HYDERABAD: Dr Reddy’s Laboratories is mulling approaching drug regulatory authorities to seek waiver for separate clinical trials of Sputnik Light, the single-dose version of Russian Covid-19 vaccine Sputnik V recently approved in Russia.
Russian Direct Investment Fund’s (RDIF) Indian partner is also exploring the possibility of seeking a waiver of the requirement for each local Sputnik V manufacturer to conduct separate clinical trials and seek regulatory approvals as part of the process of speeding up the deployment of locally made doses, a top Dr Reddy’s Laboratories official said on Monday.
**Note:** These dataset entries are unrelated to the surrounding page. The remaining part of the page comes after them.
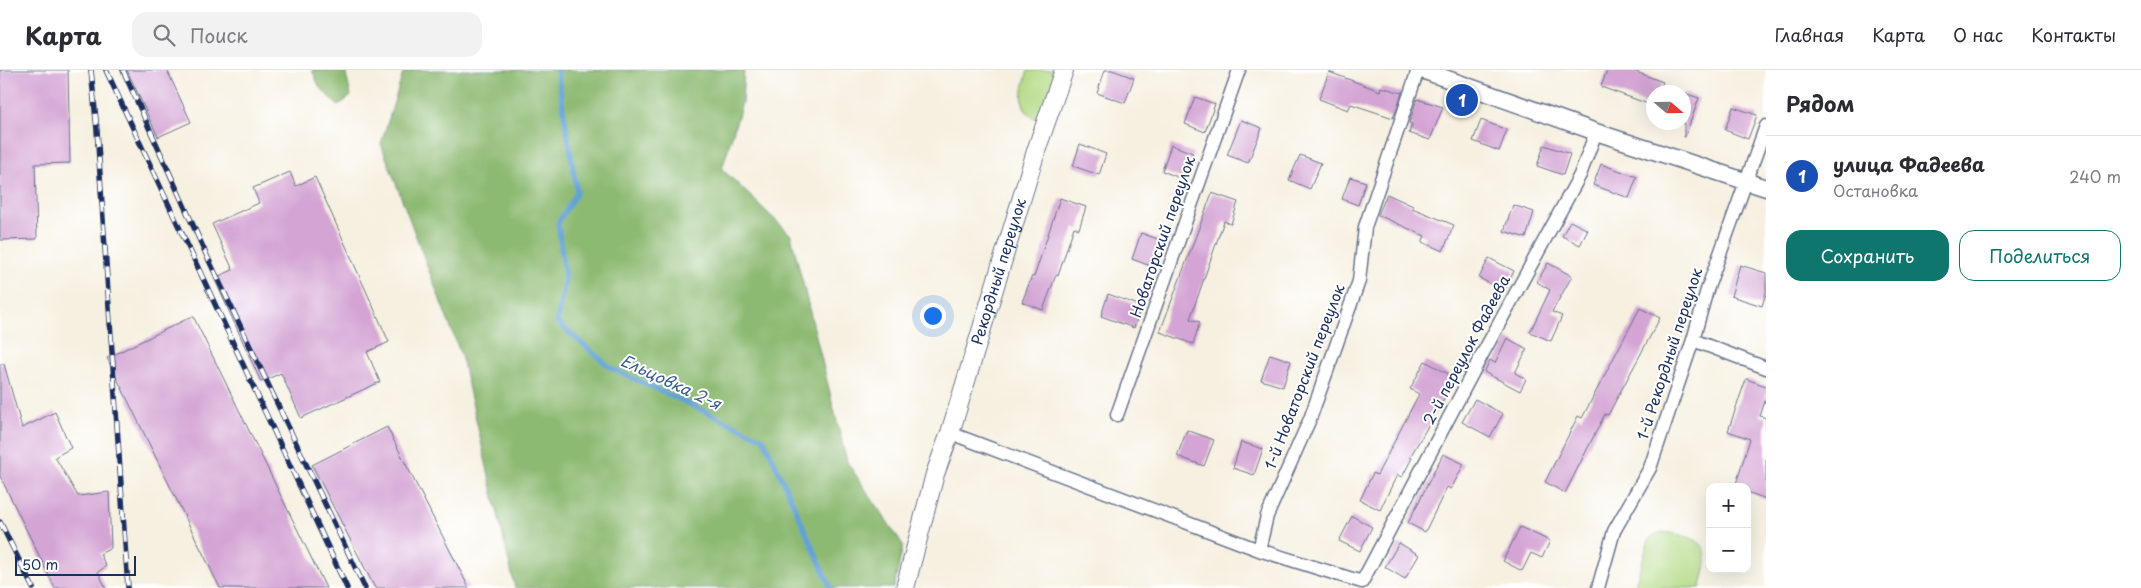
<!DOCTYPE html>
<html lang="ru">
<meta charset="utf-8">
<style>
:root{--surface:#fff;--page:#f2f2f3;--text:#2b2b33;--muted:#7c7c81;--line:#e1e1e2;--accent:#0f766e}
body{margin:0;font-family:"Playpen Sans",sans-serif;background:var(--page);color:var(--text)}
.controls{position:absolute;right:15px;bottom:15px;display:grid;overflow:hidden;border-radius:10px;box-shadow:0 5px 20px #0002}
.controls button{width:45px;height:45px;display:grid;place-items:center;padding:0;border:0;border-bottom:1px solid var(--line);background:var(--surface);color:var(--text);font:25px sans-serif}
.compass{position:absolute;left:1646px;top:15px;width:45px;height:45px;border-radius:50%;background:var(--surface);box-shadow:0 5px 20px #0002;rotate:110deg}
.scale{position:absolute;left:15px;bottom:12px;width:121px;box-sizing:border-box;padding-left:5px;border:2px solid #1b2f5e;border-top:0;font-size:14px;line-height:18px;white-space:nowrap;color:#1b2f5e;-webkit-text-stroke:4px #fff;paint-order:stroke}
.you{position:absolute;left:932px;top:245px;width:18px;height:18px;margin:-12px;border:4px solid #fff;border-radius:50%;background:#1a73e8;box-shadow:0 0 0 8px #1a73e833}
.badge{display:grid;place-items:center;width:32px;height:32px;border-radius:50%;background:var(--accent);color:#fff;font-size:16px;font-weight:700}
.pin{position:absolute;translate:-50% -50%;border:2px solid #fff;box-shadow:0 1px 5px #0006}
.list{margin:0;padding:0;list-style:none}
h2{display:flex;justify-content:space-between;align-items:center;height:65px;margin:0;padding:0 20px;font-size:21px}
h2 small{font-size:16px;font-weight:400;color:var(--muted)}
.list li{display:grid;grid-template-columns:32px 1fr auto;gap:15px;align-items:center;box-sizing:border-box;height:80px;padding:0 20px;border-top:1px solid var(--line)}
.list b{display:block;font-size:19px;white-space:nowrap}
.list p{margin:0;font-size:16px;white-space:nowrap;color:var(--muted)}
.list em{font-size:16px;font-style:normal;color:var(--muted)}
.actions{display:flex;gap:10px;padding:15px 20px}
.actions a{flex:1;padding:11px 0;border:1px solid var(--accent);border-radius:15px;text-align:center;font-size:18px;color:var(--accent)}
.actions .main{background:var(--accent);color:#fff}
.icon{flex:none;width:28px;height:28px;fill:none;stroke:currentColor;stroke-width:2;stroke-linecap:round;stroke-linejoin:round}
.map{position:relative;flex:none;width:1766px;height:518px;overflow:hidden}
header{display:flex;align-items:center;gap:30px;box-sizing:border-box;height:70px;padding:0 25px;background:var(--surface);border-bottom:1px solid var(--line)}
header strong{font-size:24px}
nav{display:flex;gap:28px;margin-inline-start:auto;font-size:18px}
.search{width:350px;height:45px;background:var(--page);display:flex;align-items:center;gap:12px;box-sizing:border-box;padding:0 18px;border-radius:15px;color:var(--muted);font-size:19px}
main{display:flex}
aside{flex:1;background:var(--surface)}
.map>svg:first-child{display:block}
.green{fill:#b2da84;stroke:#668471}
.forest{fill:#8dba72;stroke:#547468}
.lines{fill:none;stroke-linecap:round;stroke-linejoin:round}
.stream{stroke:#62a2d5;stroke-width:5}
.building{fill:#d4a4d4}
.minor-casing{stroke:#68738c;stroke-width:15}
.tertiary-casing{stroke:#68738c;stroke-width:19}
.secondary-casing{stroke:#68738c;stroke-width:20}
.minor{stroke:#fff;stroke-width:12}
.tertiary{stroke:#fff;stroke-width:16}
.secondary{stroke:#fff;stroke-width:18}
.rail-casing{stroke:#1b2f5e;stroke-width:5.5}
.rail{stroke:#fff;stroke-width:4;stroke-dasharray:11;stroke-linecap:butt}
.labels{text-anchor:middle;stroke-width:4;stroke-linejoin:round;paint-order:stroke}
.street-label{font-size:15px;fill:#1b2f5e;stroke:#fff}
.water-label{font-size:16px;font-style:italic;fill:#375d8e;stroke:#fff}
</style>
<header>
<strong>Карта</strong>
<div class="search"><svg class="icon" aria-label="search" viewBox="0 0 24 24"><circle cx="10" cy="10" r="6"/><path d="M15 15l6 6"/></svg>Поиск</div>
<nav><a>Главная</a><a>Карта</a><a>О нас</a><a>Контакты</a></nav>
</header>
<main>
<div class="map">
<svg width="1766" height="518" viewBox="0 0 1766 518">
<rect width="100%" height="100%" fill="#fff"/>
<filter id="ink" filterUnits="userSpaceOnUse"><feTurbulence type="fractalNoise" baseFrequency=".02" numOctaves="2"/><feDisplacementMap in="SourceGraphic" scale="10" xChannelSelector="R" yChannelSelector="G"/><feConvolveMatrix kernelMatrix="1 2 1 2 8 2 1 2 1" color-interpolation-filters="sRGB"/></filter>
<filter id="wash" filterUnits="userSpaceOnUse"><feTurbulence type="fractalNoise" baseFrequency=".0096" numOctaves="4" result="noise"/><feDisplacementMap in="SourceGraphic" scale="20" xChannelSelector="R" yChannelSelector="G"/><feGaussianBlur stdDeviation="1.12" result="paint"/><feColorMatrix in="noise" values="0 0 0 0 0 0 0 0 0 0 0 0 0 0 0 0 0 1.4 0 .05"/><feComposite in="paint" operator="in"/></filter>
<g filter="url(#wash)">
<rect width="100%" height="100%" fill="#f6f0e0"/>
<path class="green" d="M1028,0h30l-16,46 -8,2c-18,-12 -11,-30 -6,-48z
M1661,462c44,5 53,13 39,56h-66l14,-45 3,-6z"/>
<path class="forest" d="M312,0h33l6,26 -13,10 -18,-18z
M404,0h340l-2,33 -20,66 69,66 56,227 56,83 -9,43h-379l-54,-233 -80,-211z"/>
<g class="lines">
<path class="stream" d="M557,0l20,122 -19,31 7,57 -8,42 54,46 153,71 67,149"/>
</g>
<g id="blocks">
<path class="building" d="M0,0h68l2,93 -35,1 2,75 -37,1z
M127,0h40l24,52 -33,15z
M1105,0h7l22,8 -9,25 -28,-10z
M1607,0h24l32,12 -4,10h-5v14l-53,-19z
M1329,2l51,19 1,-4 21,6 -9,25 -42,-14 -3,6 -29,-11z
M1684,23l15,5 -14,39h-1z
M1195,27l20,7 -10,28 -20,-8z
M1417,29l26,8 -13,33 -21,-7 3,-9 -3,-1z
M1733,37l24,8 -9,24 -23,-9z
M1241,50l21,8 -14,35 -21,-8z
M1481,50l26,10 -8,21 -26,-10z
M1080,74l26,10 -7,21 -26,-9z
M1171,75l22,8 -10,26 -21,-8z
M1544,75l26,9 -7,21 -26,-9z
M1300,85l21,8 -11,26 -21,-9z
M1601,94l36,13 -8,21 -36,-13z
M290,102l6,14 19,-9 74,165 -22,10 13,30 -79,36 -20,-45 -20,9 -47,-104 19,-8 -21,-46 47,-21 -6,-15z
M1350,107l16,5 -8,23 -16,-6z
M1212,123l26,9 -7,22 -7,-3 -34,98 10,3 -7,22 -33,-12z
M1387,124l26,12 -1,2 42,17 -11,26 -21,-9 3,-6 -47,-21z
M1060,128l26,9 -7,22 -5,-2 -16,49 -2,-1 -13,35 -21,-8 10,-26 2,1z
M1513,135l21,7 -8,26 -22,-7z
M1570,151l18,9 -8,15 -18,-9z
M1141,163l22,8 -10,26 -21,-8z
M1489,188l25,13 -10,20 -25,-13z
M1548,193l24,13 -20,36 10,4 -11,25 -21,-9 20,-42 -13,-8z
M1740,195l26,8v20l-4,13 -31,-10z
M1108,224l33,12 -7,22 -33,-12z
M1640,238l20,10 -52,97 -3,-1 -40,79 -20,-11 33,-66 4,2z
M193,246l133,272h-106l-113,-230z
M1507,268l20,11 -12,24 11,6 -6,12 -36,-19 6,-12 5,3z
M1270,284l21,7 -8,26 -22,-7z
M1425,291l31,17 -46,79 2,1 -10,19 -5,-2 -17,35 -20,-10 13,-27 4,2 42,-81 -9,-5z
M0,294h4l18,64 33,-16 16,36 -16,9 23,39 31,-4 2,56 -11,6 6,12 -8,6 8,16h-51l-55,-112z
M1746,309l20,7v12l-6,18 6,2v81l-19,-7v-5h-12l15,-48 -22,-8z
M1475,329l28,15 -13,23 -28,-15z
M387,357l82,161h-94l-63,-123z
M1187,360l27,10 -10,26 -27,-10z
M1241,372l22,7 -9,26 -21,-7z
M1443,384l21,10 -13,25 -4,-2 -22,45 -17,-9z
M1352,446l20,11 -12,24 -21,-10z
M1520,457l30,14 -8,17 -11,-5 -9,18 -19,-10z
M1399,473l20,12 -14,24 -20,-12z"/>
</g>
</g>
<g filter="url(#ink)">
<use href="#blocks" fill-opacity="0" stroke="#68738c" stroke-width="1"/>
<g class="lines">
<g class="minor-casing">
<path id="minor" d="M1693,270l73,28
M1117,345l122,-345
M950,363l309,117 103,32 121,-229 97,-178 16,-43
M1259,480l8,-34 43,-97 49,-138 6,-54 53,-157
M1598,518l16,-57 36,-63 43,-128 14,-50 59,-164"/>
</g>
<g class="tertiary-casing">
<path id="tertiary" d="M1422,0l174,62 170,56"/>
</g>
<g class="secondary-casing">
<g id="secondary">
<path id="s1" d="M905,518l30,-114 15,-41 87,-285 27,-78"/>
</g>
</g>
<use href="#minor" class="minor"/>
<use href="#tertiary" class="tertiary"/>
<use href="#secondary" class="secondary"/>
<g class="rail-casing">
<path id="rail" d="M91,0l6,60 31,458
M106,0l241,518
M123,0l83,184 159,334
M0,452l33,66"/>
</g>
<use href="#rail" class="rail"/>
</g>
</g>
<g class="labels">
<g class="street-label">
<text transform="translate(1163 167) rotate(-71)" y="5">Новаторский переулок</text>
<text dy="5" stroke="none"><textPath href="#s1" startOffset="330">Рекордный переулок</textPath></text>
<text transform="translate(1467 280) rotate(-62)" y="5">2-й переулок Фадеева</text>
<text transform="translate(1670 284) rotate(-72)" y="5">1-й Рекордный переулок</text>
<text transform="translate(1305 307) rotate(-69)" y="5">1-й Новаторский переулок</text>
</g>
<g class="water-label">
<text transform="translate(671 312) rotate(25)" y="6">Ельцовка 2-я</text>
</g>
</g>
</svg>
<div class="controls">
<button>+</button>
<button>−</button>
</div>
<svg class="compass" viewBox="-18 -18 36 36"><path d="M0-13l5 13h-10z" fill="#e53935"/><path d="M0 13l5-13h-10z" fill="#7c7c81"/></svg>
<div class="scale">50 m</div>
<div class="you"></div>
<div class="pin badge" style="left:1462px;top:30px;background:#1a4fb4">1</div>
</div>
<aside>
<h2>Рядом<small></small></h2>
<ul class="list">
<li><span class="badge" style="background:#1a4fb4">1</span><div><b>улица Фадеева</b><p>Остановка</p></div><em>240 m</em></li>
</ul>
<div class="actions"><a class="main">Сохранить</a><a>Поделиться</a></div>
</aside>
</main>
Hetero Group, which has been roped in for manufacturing over 100 million doses, has already got regulatory approval for conducting Phase III clinical trials of the locally made Sputnik V on around 300 volunteers to test if it is at par with the imported vaccine.
“…we are working with the Indian regulator to understand what is the optimal way to do this. This being a technology transfer, not a redevelopment, there is a possibility to be able to avoid it (separate trial)…it is not clear as of now so we will…work with the regulator to bring some guidance on how to do this,” said Dr Sauri Gudlavalleti, head of R&D and IPDO, Dr Reddy’s.
On Sputnik Light, he said: “We are collecting all the data and evidence that formed the basis for Sputnik Light to be approved in Russia. Once we have the data and are in a position to submit it, which I expect will happen in the next few weeks,… we will submit that and seek feedback from the regulator…we will have to work with the regulator to see if the evidence is adequate to waive the trial...,” he said.